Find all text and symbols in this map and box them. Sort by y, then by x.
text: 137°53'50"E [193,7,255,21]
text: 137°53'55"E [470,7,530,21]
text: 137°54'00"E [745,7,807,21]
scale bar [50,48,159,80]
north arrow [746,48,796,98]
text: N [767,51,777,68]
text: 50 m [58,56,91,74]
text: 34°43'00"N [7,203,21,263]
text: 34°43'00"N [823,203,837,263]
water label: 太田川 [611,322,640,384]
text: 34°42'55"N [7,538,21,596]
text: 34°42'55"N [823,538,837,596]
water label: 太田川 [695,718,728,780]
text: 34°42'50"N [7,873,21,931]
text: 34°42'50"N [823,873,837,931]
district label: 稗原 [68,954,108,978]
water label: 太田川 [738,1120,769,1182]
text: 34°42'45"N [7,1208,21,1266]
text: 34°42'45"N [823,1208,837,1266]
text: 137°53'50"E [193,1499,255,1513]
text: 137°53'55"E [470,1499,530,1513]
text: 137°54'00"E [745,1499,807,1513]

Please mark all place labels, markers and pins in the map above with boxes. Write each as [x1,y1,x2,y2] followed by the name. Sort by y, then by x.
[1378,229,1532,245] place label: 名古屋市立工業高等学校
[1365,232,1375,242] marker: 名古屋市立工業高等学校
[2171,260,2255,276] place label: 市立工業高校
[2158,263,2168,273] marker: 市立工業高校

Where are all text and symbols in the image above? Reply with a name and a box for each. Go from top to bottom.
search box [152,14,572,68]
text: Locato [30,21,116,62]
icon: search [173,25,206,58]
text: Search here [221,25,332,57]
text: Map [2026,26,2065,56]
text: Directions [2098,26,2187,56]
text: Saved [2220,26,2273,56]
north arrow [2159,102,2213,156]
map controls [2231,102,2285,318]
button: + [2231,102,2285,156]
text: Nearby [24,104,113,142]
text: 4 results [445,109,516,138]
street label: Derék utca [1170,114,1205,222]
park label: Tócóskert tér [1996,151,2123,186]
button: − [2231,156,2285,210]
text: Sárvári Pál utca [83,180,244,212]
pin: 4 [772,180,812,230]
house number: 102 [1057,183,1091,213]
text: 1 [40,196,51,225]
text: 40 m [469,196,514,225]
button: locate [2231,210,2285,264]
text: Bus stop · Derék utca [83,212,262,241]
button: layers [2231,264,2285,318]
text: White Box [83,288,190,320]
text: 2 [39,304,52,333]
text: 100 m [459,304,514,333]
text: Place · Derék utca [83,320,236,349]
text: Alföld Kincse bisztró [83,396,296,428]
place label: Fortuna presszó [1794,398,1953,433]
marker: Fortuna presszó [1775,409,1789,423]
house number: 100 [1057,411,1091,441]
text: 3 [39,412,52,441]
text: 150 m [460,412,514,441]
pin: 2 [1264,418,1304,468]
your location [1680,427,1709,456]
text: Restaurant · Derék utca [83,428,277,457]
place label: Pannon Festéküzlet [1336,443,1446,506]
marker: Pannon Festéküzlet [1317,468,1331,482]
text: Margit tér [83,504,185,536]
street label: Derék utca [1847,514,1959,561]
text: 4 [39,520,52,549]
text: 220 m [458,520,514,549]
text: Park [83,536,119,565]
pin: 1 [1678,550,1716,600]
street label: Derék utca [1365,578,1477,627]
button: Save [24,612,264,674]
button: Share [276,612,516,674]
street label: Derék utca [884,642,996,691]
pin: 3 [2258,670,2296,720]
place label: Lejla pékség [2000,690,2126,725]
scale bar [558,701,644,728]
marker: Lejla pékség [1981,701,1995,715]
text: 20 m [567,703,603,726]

==*==

WHAT YOU WILL DO:
Copy out the entries. Leave every line exactly as it is.

RESPONSE:
Find all text and symbols in this map and box them. Sort by y, then by x.
text: 137°53'50"E [193,7,255,21]
text: 137°53'55"E [470,7,530,21]
text: 137°54'00"E [745,7,807,21]
scale bar [50,48,159,80]
north arrow [746,48,796,98]
text: N [767,51,777,68]
text: 50 m [58,56,91,74]
text: 34°43'00"N [7,203,21,263]
text: 34°43'00"N [823,203,837,263]
water label: 太田川 [611,322,640,384]
text: 34°42'55"N [7,538,21,596]
text: 34°42'55"N [823,538,837,596]
water label: 太田川 [695,718,728,780]
text: 34°42'50"N [7,873,21,931]
text: 34°42'50"N [823,873,837,931]
district label: 稗原 [68,954,108,978]
water label: 太田川 [738,1120,769,1182]
text: 34°42'45"N [7,1208,21,1266]
text: 34°42'45"N [823,1208,837,1266]
text: 137°53'50"E [193,1499,255,1513]
text: 137°53'55"E [470,1499,530,1513]
text: 137°54'00"E [745,1499,807,1513]

Please mark all place labels, markers and pins in the map above with boxes. Write each as [x1,y1,x2,y2] followed by the name. Sort by y, then by x.
[1378,229,1532,245] place label: 名古屋市立工業高等学校
[1365,232,1375,242] marker: 名古屋市立工業高等学校
[2171,260,2255,276] place label: 市立工業高校
[2158,263,2168,273] marker: 市立工業高校

Where are all text and symbols in the image above? Reply with a name and a box for each. Go from top to bottom.
search box [152,14,572,68]
text: Locato [30,21,116,62]
icon: search [173,25,206,58]
text: Search here [221,25,332,57]
text: Map [2026,26,2065,56]
text: Directions [2098,26,2187,56]
text: Saved [2220,26,2273,56]
north arrow [2159,102,2213,156]
map controls [2231,102,2285,318]
button: + [2231,102,2285,156]
text: Nearby [24,104,113,142]
text: 4 results [445,109,516,138]
street label: Derék utca [1170,114,1205,222]
park label: Tócóskert tér [1996,151,2123,186]
button: − [2231,156,2285,210]
text: Sárvári Pál utca [83,180,244,212]
pin: 4 [772,180,812,230]
house number: 102 [1057,183,1091,213]
text: 1 [40,196,51,225]
text: 40 m [469,196,514,225]
button: locate [2231,210,2285,264]
text: Bus stop · Derék utca [83,212,262,241]
button: layers [2231,264,2285,318]
text: White Box [83,288,190,320]
text: 2 [39,304,52,333]
text: 100 m [459,304,514,333]
text: Place · Derék utca [83,320,236,349]
text: Alföld Kincse bisztró [83,396,296,428]
place label: Fortuna presszó [1794,398,1953,433]
marker: Fortuna presszó [1775,409,1789,423]
house number: 100 [1057,411,1091,441]
text: 3 [39,412,52,441]
text: 150 m [460,412,514,441]
pin: 2 [1264,418,1304,468]
your location [1680,427,1709,456]
text: Restaurant · Derék utca [83,428,277,457]
place label: Pannon Festéküzlet [1336,443,1446,506]
marker: Pannon Festéküzlet [1317,468,1331,482]
text: Margit tér [83,504,185,536]
street label: Derék utca [1847,514,1959,561]
text: 4 [39,520,52,549]
text: 220 m [458,520,514,549]
text: Park [83,536,119,565]
pin: 1 [1678,550,1716,600]
street label: Derék utca [1365,578,1477,627]
button: Save [24,612,264,674]
button: Share [276,612,516,674]
street label: Derék utca [884,642,996,691]
pin: 3 [2258,670,2296,720]
place label: Lejla pékség [2000,690,2126,725]
scale bar [558,701,644,728]
marker: Lejla pékség [1981,701,1995,715]
text: 20 m [567,703,603,726]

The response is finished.